An LS Lowry painting which may be sold by a local council to balance its books will remain on show to the public if it moves, the council has promised.
The painting - a Riverbank - was bought by Bury Council in Greater Manchester for £175 from the artist's agent.
But the council says that if it does decide to sell the £500,000 artwork, it is committed to making sure its new home is another public gallery.
The profits from the painting will help plug a £10m deficit by the council.
The 1947 work by Salford's most famous son, is currently on public show at the town's art gallery.
Bury Council says that it "does not reflect the present collection which consists mainly of Victorian narrative paintings".
The painting's future was discussed at a council meeting this week, and a final decision will be made next week.
Chief Executive Mark Sanders said: "We recognise that this painting is popular with the gallery's visitors but will take the decision regarding the painting's future in the context of the current financial situation and with due regard to maintaining a quality gallery and museum service.

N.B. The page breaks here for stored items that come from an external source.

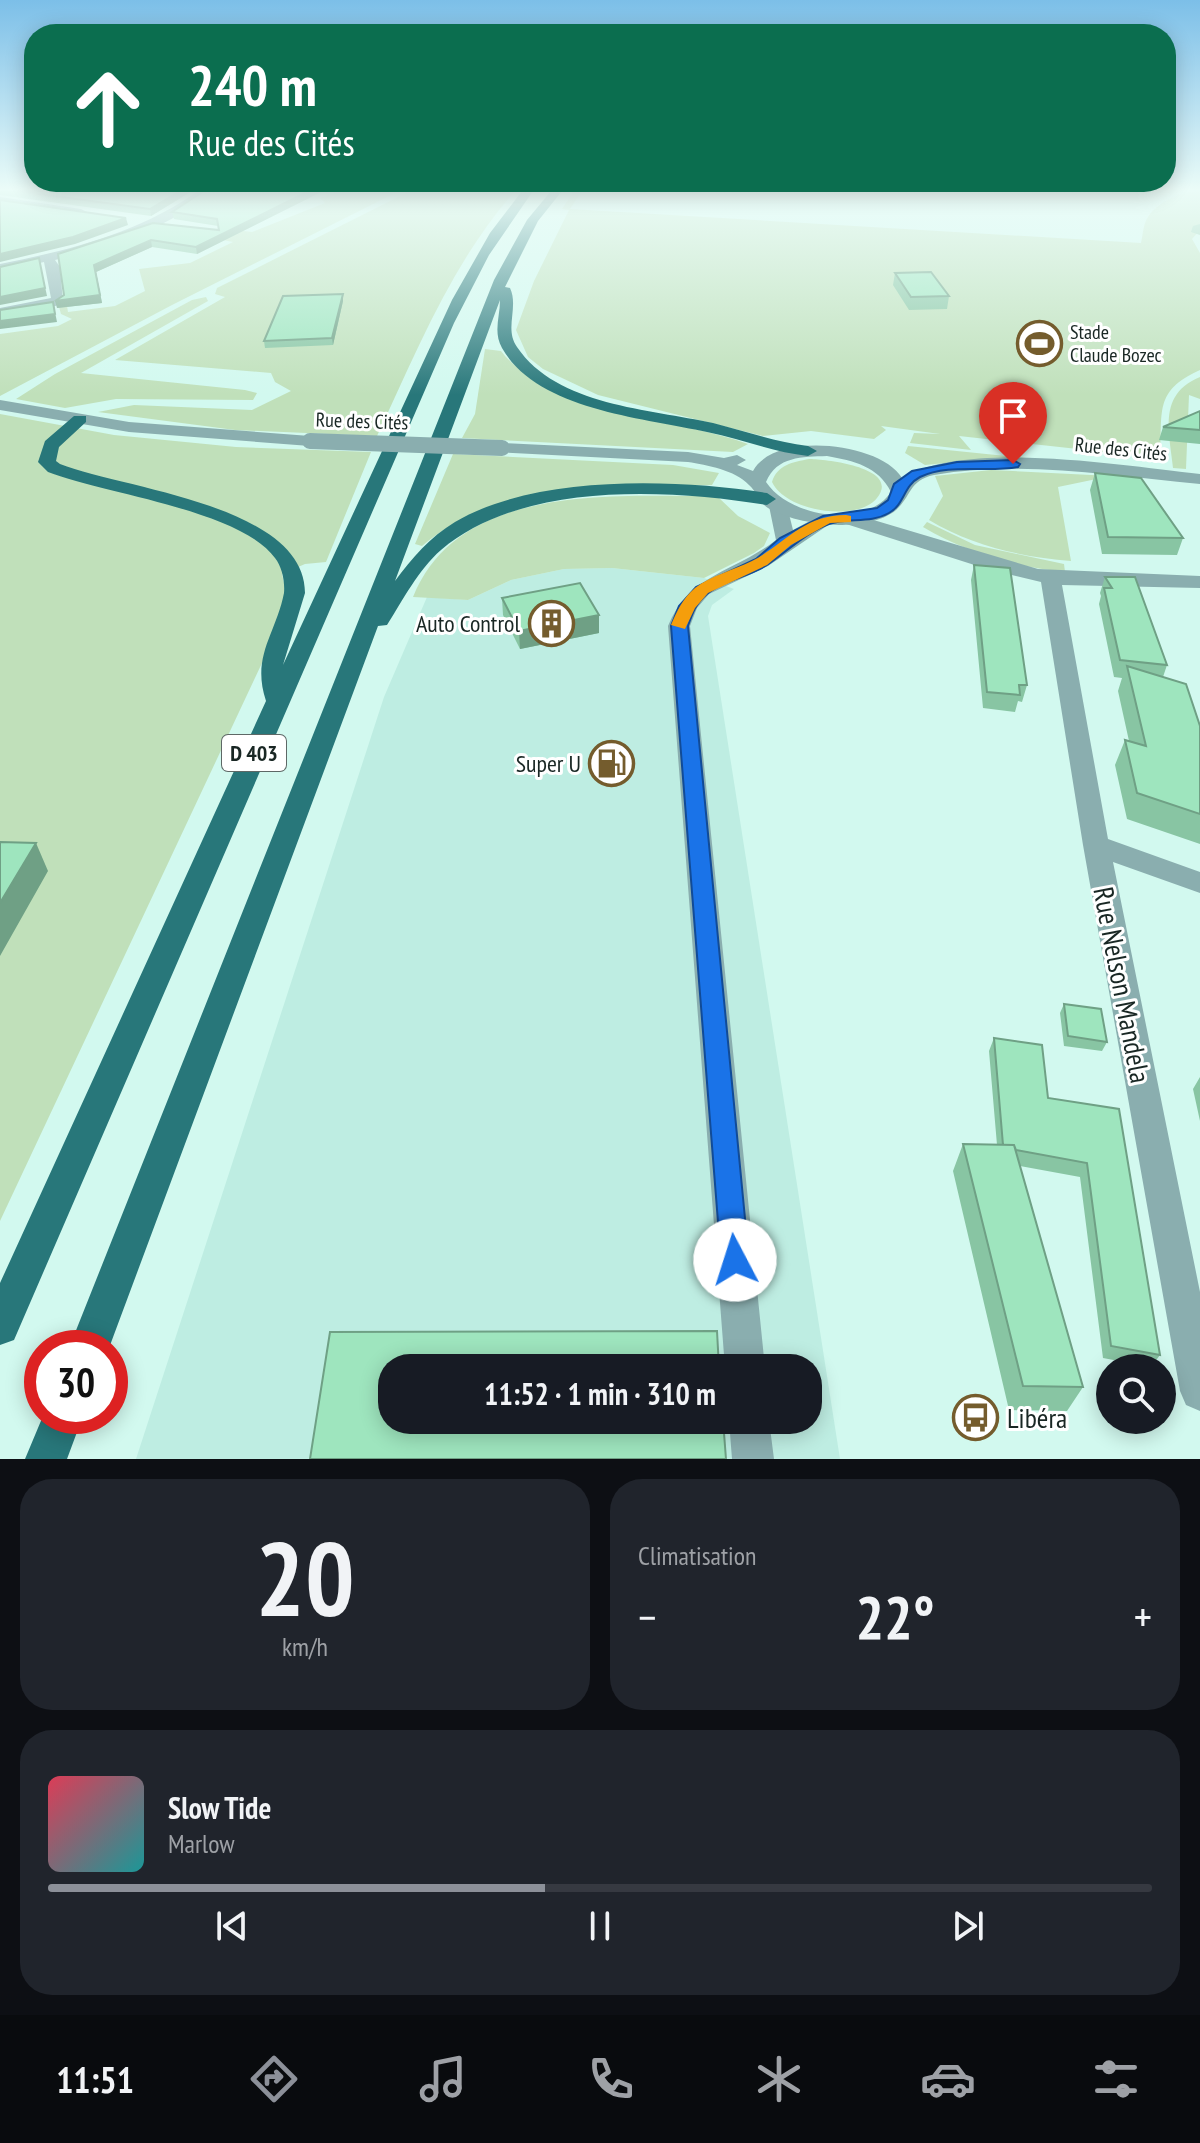 <!DOCTYPE html>
<html lang="fr">
<meta charset="utf-8">
<style>
body{margin:0;font-family:"PT Sans Narrow",sans-serif;background:#20242c;color:#f1f3f6;height:100vh;display:flex;flex-direction:column;font-size:30px;white-space:nowrap}
*{box-sizing:border-box;margin:0}
p{font-size:26px;color:#9ea1a6}
.icon{flex:none;width:44px;height:44px;fill:none;stroke:currentColor;stroke-width:2;stroke-linecap:round;stroke-linejoin:round}
.map{position:relative;height:1459px;overflow:hidden}
.drawer{display:flex;flex-direction:column;gap:20px;padding:20px;background:#0d0f14;flex:1}
.drawer>*{flex:none}
.banner{position:absolute;left:24px;top:24px;width:1152px;height:168px;border-radius:32px;box-shadow:0 4px 20px #0003;background:#0b6e4f;color:#fff;overflow:hidden}
.tools{position:absolute;left:1096px;top:1354px;display:grid;gap:16px}
.tools a{display:grid;place-items:center;width:80px;height:80px;border-radius:50%;background:#171b24;box-shadow:0 4px 20px #0003;font-size:40px}
.speed{position:absolute;left:24px;top:1330px;display:flex;gap:16px;font-size:40px;font-weight:700;text-align:center}
.speed>*{display:grid;place-content:center;width:104px;height:104px;border-radius:50%;background:#171b24;box-shadow:0 4px 20px #0003;line-height:1}
.speed .limit{border:12px solid #d22;background:#fff;color:#111}
.pin{position:absolute;display:grid;place-items:center;width:68px;height:68px;color:#fff;margin:-82px -34px;border-radius:50% 50% 50% 0;rotate:-45deg;box-shadow:0 0 8px #0007}
.pin .icon{rotate:45deg}
.me{position:absolute;width:88px;margin:-44px;rotate:355deg;stroke-linejoin:round;filter:drop-shadow(0 0 6px #0008)}
.turn{display:flex;align-items:center;gap:28px;height:168px;padding:0 32px;font-size:36px}
.turn .icon{width:104px;height:104px;stroke-width:2.5}
.turn b{display:block;font-size:56px;line-height:68px}
.big{font-size:60px;font-weight:600;line-height:1.1}
.drawer .tile{flex:1;display:flex;flex-direction:column;justify-content:center;gap:12px;min-width:0;padding:0 28px;border-radius:32px;background:#20242c}
.drawer .dial{align-items:center;gap:0}
.dial b{font-size:104px;line-height:1}
.song{display:flex;align-items:center;gap:24px}
.cover{width:96px;height:96px;border-radius:12px;background:linear-gradient(135deg,hsl(350 70% 55%),hsl(180 70% 35%))}
.played{height:8px;border-radius:4px;background:linear-gradient(90deg,#8c9099 45%,#363941 45%)}
.keys{display:flex;justify-content:space-around;direction:ltr}
.heat{display:flex;justify-content:space-between;align-items:center;font-size:44px;direction:ltr}
.drawer .tiles{flex:1;display:grid;gap:20px;grid-template-columns:1fr 1fr}
.tile:last-child{grid-column:span 2}
.trip{position:absolute;left:378px;top:1354px;width:444px;height:80px;border-radius:32px;background:#171b24;box-shadow:0 4px 20px #0003;font-weight:600;line-height:80px;text-align:center}
.menu{display:flex;height:128px;justify-content:space-around;align-items:center;background:#090b0e;color:#9ea1a6}
.menu .icon{width:56px;height:56px}
.menu .current{color:#8c9099}
.menu b{font-size:36px;color:#f1f3f6}
.map>svg:first-child{display:block}
</style>
<div class="map">
<svg width="1200" height="1459" viewBox="0 0 1200 1459">
<rect width="100%" height="100%" fill="#d2f9ef"/>
<path fill="#beede2" fill-rule="evenodd" d="M612 568 704 578 734 589 712 605 708 616 840 1459H136L384 697 427 597 468 600 511 580 564 569ZM392 1368H808V1420H392Z"/>
<path fill="#c0e0ba" d="M340 191H399L172 305 0 396V334L58 326 72 319 61 314 59 307 67 306 68 312 115 306 145 291 139 269 190 263 233 242 208 237 227 229 252 232 325 203 320 198Z
M410 191H515C452 262 417 351 377 436L235 430 98 412 134 405 252 410 291 391 275 382 271 373 115 360 225 297 215 294 217 288Z
M574 191H582L570 209 1141 243C1143 235 1143 224 1148 217 1158 201 1183 191 1200 191V230L1192 239 1200 253V370C1153 391 1163 412 1160 458L959 436 971 450 910 443 914 433 940 434 881 426 886 430 874 439 811 431 763 436 598 395 543 369 528 357 516 330 534 281 569 210 562 209Z
M206 297 208 301 81 373 245 390 257 393 253 400 116 399 65 408 16 399 55 374 192 300Z
M485 349 501 351C545 409 678 419 748 444L733 452 462 438 475 414Z
M1200 377V399L1189 395 1186 469 1173 468C1169 431 1158 394 1200 377Z
M0 414 114 435 236 447 371 452 326 562 305 564 282 574 287 597 278 629 0 1221Z
M908 446 1046 460H974L925 465 905 453Z
M453 454 673 465 719 473 712 485C613 488 503 478 422 546L415 544Z
M809 459C823 459 902 467 877 498 857 523 785 511 772 482 777 465 793 462 809 459Z
M991 470 1111 476 1058 487 1071 561C1022 557 972 546 929 520L943 496 935 476Z
M711 496 718 497 738 516 770 533 764 546 754 553 704 578 612 568 564 569 511 580 468 600 413 597C458 484 611 496 711 496Z
M927 522 975 545 1064 564 1065 572C1016 567 965 552 923 527Z"/>
<g fill="none" stroke-linecap="round" stroke-linejoin="round">
<path fill="#8aaeaf" fill-rule="evenodd" d="M198 191H210C170 230 108 246 55 260L60 267 63 303 45 310 0 316V308L51 298 44 262 0 272V264C70 250 139 233 198 191Z
M0 197 81 209 87 212 81 215 0 203Z
M778 500 787 506 793 530 821 515H835L837 519 768 566 709 594 697 608 690 626 765 1368H725L668 626C689 574 735 572 776 540L769 506Z
M850 513 1038 569 1200 576V588L1062 585 1108 839 1200 872V893L1113 862 1200 1292V1411L1186 1405 1180 1391 1083 845 1041 582 987 569 843 523V515Z
M729 1420H769L774 1459H732Z"/>
<path fill="#8aaeaf" fill-rule="evenodd" d="M0 400 129 422 310 436 318 441 310 446 129 432 0 410Z
M502 443 688 452 724 458 737 455 746 460 737 465 753 471C774 431 880 442 902 478 965 439 1125 466 1200 474V484C1112 476 1021 460 934 475 909 480 911 497 896 510 882 522 857 525 839 525 816 524 789 520 768 508 759 502 757 492 749 485 735 470 707 465 688 462L496 452 493 448ZM827 456C854 461 878 466 891 492 865 530 789 517 766 482 777 456 802 457 827 456Z"/>
<path fill="#28777a" fill-rule="evenodd" d="M522 191H533L489 255 454 323 14 1340 0 1345V1283L266 701C251 656 276 634 284 593 285 581 282 567 275 558 240 510 105 494 48 472L38 462 45 441 74 416H86V422L59 447 56 461 60 464C124 489 305 505 305 593L283 665 452 300 490 233Z
M551 191H562L538 221 505 287 510 288C519 307 504 329 517 347 557 406 650 409 713 423 745 431 775 442 808 446L817 451 808 456C773 452 741 439 707 432 644 418 537 410 502 348 493 332 500 317 500 300L395 581C412 558 430 537 455 522 536 474 677 479 767 493L776 499 767 505C668 489 522 481 441 550 418 570 403 600 387 625L378 626 109 1348H69L494 280 527 220Z
M43 1416H83L67 1459H25Z"/>
<path stroke="#8aaeaf" stroke-width="16" d="M310 441 502 448"/>
</g>
<path fill="#88c5a3" d="M0 191H192L151 216 0 195Z
M323 191 197 254 152 247 96 272 102 303 57 308 64 295 153 223 219 230 218 226 174 219 172 212Z
M1200 224V235L1191 232 1193 226Z
M895 273 949 296 947 309 909 310 893 285Z
M343 294V301L333 345 265 348 264 341Z
M1200 411V444L1159 440 1163 427Z
M1095 473 1183 538 1177 555 1102 554 1090 490Z
M974 565 1027 685 1022 702 1018 701 1015 712 983 708 971 580Z
M1105 577 1167 665 1163 677 1200 726V844L1127 819 1115 765 1125 740 1129 741 1118 691 1122 678 1114 677 1099 604 1101 596 1100 593Z
M502 598 599 633 520 649 503 615Z
M1064 1004 1107 1042 1102 1051 1064 1046 1060 1013Z
M994 1038 1048 1098 1119 1109 1160 1355 1151 1367 1103 1358 1080 1177 1020 1166 1083 1387 1067 1411 1009 1410 953 1171 963 1144 997 1145 989 1051Z
M1200 1077V1121L1193 1089Z"/>
<path fill="#6fa085" d="M180 191H192L151 216 150 209Z
M309 191H323L197 254 196 247Z
M126 218 128 225 75 244 0 262V254Z
M151 240 152 247 96 272 102 303 57 308 55 301 100 295 94 265Z
M39 258 47 296 0 305V297Z
M343 294V301L333 345 332 338Z
M53 302 57 322 0 329V321Z
M599 615V633L520 649 519 631Z
M36 843 48 871 0 956V903Z"/>
<path fill="#9ee5be" stroke="#6fa085" stroke-width="2" d="M17 191H180L150 209Z
M204 191H309L196 247 151 240 94 265 100 295 55 301 64 295 58 254 153 223 219 230 217 219 172 212Z
M0 200 126 218 73 237 0 254Z
M39 258 45 288 0 297V267Z
M931 272 949 296 911 297 895 273Z
M343 294 332 338 264 341 283 296Z
M53 302 55 314 0 321V310Z
M1200 411V430L1163 427Z
M1095 473 1141 478 1183 538 1108 537Z
M974 565 1010 568 1027 685H1019L1020 695 987 692Z
M1105 577H1135L1167 665 1120 660 1104 588H1112Z
M580 583 599 615 519 631 502 598Z
M1127 666 1186 684 1200 726V814L1137 793 1125 740 1146 746Z
M0 842 36 843 0 903Z
M1064 1004 1101 1009 1107 1042 1068 1036Z
M994 1038 1042 1045 1048 1098 1119 1109 1160 1355 1111 1346 1087 1163 1016 1150 1014 1145H1003Z
M963 1144 1014 1145 1083 1387 1023 1386Z
M717 1331 719 1368H392V1420H723L726 1459H310L330 1332Z"/>
<linearGradient id="sky" x2="0" y2="1"><stop stop-color="#7cbfe8"/><stop offset="0.48" stop-color="#ebfcf8"/><stop offset="1" stop-color="#ebfcf8" stop-opacity="0"/></linearGradient>
<rect width="1200" height="395" fill="url(#sky)"/>
<path fill="#1a73e8" stroke="#114b97" stroke-width="2" d="M1013 460 1020 464 1018 467C987 473 949 463 920 477 903 486 905 504 889 513 870 524 848 517 829 524 805 533 788 551 767 565 749 577 723 580 707 594 696 603 692 614 688 626L749 1260 745 1269 735 1273 725 1269 721 1260 671 626 679 606 696 587 756 559 780 538 823 516 877 508 888 500 894 484 912 471 957 462Z"/>
<path fill="#f59e0b" d="M846 515 851 516V522L830 523 791 545 767 565 708 593 695 608 685 629 671 625C677 611 683 598 695 588 710 576 734 570 752 561 786 543 803 515 846 515Z"/>
<defs>
<symbol id="stadium-ring" viewBox="-11 -11 22 22"><circle r="9.5" fill="#fff" stroke="#745c2d" stroke-width="1.5"/><path d="M0-5a6.5 5 0 1 0 0 10a6.5 5 0 1 0 0-10ZM-3.5-1.8h7v3.6h-7Z" fill="#745c2d"/></symbol>
<symbol id="building-ring" viewBox="-11 -11 22 22"><circle r="9.5" fill="#fff" stroke="#745c2d" stroke-width="1.5"/><path d="M-4-6H4V6H1V3H-1V6H-4ZM-2.5-4.3h1.7v1.8h-1.7ZM.8-4.3h1.7v1.8H.8ZM-2.5-1h1.7V.8h-1.7ZM.8-1h1.7V.8H.8Z" fill="#745c2d"/></symbol>
<symbol id="fuel-ring" viewBox="-11 -11 22 22"><circle r="9.5" fill="#fff" stroke="#745c2d" stroke-width="1.5"/><path d="M-5.5-6h7V0h2V4h1.3V-2.5L3-4.5l.8-.8L6-3V5H2.5V1h-1V6h-7ZM-4.2-4.7v3.2H.2V-4.7Z" fill="#745c2d"/></symbol>
<symbol id="bus-ring" viewBox="-11 -11 22 22"><circle r="9.5" fill="#fff" stroke="#745c2d" stroke-width="1.5"/><path d="M-5-6H5V4H4V6H2V4H-2V6H-4V4H-5ZM-3.5-4V0h7V-4ZM-3.5 1.2v1.5H-2V1.2ZM2 1.2v1.5H3.5V1.2Z" fill="#745c2d"/></symbol>
</defs>
<g fill-rule="evenodd">
<use href="#stadium-ring" x="1014" y="318" width="51" height="51"/>
<use href="#building-ring" x="526" y="598" width="51" height="51"/>
<use href="#fuel-ring" x="586" y="738" width="51" height="51"/>
<use href="#bus-ring" x="950" y="1392" width="51" height="51"/>
</g>
<g text-anchor="middle" stroke-width="6" stroke-linejoin="round" paint-order="stroke">
<g font-size="20" fill="#192724" stroke="#fff" text-anchor="start">
<text x="1070" y="339">Stade<tspan x="1070" dy="23">Claude Bozec</tspan></text>
</g>
<g font-size="20" fill="#192724" stroke="#fff">
<text transform="translate(362 421) rotate(2)" y="7">Rue des Cités</text>
<text transform="translate(1121 449) rotate(6)" y="7">Rue des Cités</text>
</g>
<rect fill="#fff" stroke="#5e6866" stroke-width="2" x="222" y="735" width="64" height="36" rx="6"/>
<g font-size="22" font-weight="bold" fill="#192724">
<text x="254" y="761">D 403</text>
</g>
<g font-size="24" fill="#192724" stroke="#fff" text-anchor="end">
<text x="520" y="632">Auto Control</text>
<text x="581" y="772">Super U</text>
</g>
<g font-size="28" fill="#192724" stroke="#fff">
<text transform="translate(1122 985) rotate(79)" y="10">Rue Nelson Mandela</text>
</g>
<g font-size="28" fill="#192724" stroke="#fff" text-anchor="start">
<text x="1007" y="1428">Libéra</text>
</g>
</g>
</svg>
<div class="tools">
<a><svg class="icon" aria-label="search" viewBox="0 0 24 24"><circle cx="10" cy="10" r="6"/><path d="M15 15l6 6"/></svg></a>
</div>
<div class="speed"><div class="limit">30</div></div>
<div class="pin" style="left:1013px;top:464px;background:#d93025"><svg class="icon" aria-label="arrive" viewBox="0 0 24 24"><path d="M6 21V4h12l-3 4 3 4H6"/></svg></div>
<svg class="me" style="left:735px;top:1260px" viewBox="-20 -20 40 40"><circle r="19" fill="#fff"/><path d="M0-13L10 11 0 6-10 11z" fill="#1a73e8"/></svg>
<div class="trip">11:52 · 1 min · 310 m</div>
<div class="banner">
<div class="turn"><svg class="icon" aria-label="ahead" viewBox="0 0 24 24"><path d="M12 20V5M6 11l6-6 6 6"/></svg><div><b>240 m</b>Rue des Cités</div></div>
</div>
</div>
<section class="drawer">
<div class="tiles">
<div class="tile dial"><b>20</b><p>km/h</p></div>
<div class="tile"><p>Climatisation</p>
<div class="heat"><a>−</a><b class="big">22°</b><a>+</a></div>
</div>
<div class="tile">
<div class="song"><i class="cover"></i><div><b>Slow Tide</b><p>Marlow</p></div></div>
<div class="played"></div>
<div class="keys"><svg class="icon" aria-label="previous" viewBox="0 0 24 24"><path d="M18 5L8 12l10 7zM5 5v14"/></svg><svg class="icon" aria-label="pause" viewBox="0 0 24 24"><path d="M8 5v14M16 5v14"/></svg><svg class="icon" aria-label="next" viewBox="0 0 24 24"><path d="M6 5l10 7-10 7zM19 5v14"/></svg></div>
</div>
</div>
</section>
<nav class="menu">
<b>11:51</b>
<svg class="icon current" aria-label="directions" viewBox="0 0 24 24"><path d="M12 3l9 9-9 9-9-9zM9 14v-3h6M13 9l2 2-2 2"/></svg>
<svg class="icon" aria-label="music" viewBox="0 0 24 24"><path d="M9 18V5l10-2v13"/><circle cx="6" cy="18" r="3"/><circle cx="16" cy="16" r="3"/></svg>
<svg class="icon" aria-label="phone" viewBox="0 0 24 24"><path d="M5 4h4l2 5-3 2q2 4 5 5l2-3 5 2v4C11 20 4 13 5 4z"/></svg>
<svg class="icon" aria-label="climate" viewBox="0 0 24 24"><path d="M12 3v18M4 7l16 10M4 17L20 7"/></svg>
<svg class="icon" aria-label="car" viewBox="0 0 24 24"><path d="M5 17H2v-5l4-1 3-4h7l3 4 3 1v5h-3M9 17h6M6 11h13"/><circle cx="7" cy="17" r="2"/><circle cx="17" cy="17" r="2"/></svg>
<svg class="icon" aria-label="filters" viewBox="0 0 24 24"><path d="M4 7h16M4 17h16"/><circle cx="9" cy="7" r="2"/><circle cx="15" cy="17" r="2"/></svg>
</nav>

"We are committed to delivering top quality services to the people of Bury and if it means that we have to sacrifice one of our treasured works of art in order to maintain core services, then that is what we will have to bear.
"It is one of a range of tough choices we are currently facing."
Other plans include raising parking fees, reducing the amount of road maintenance and cutting opening hours at the borough's art gallery and libraries.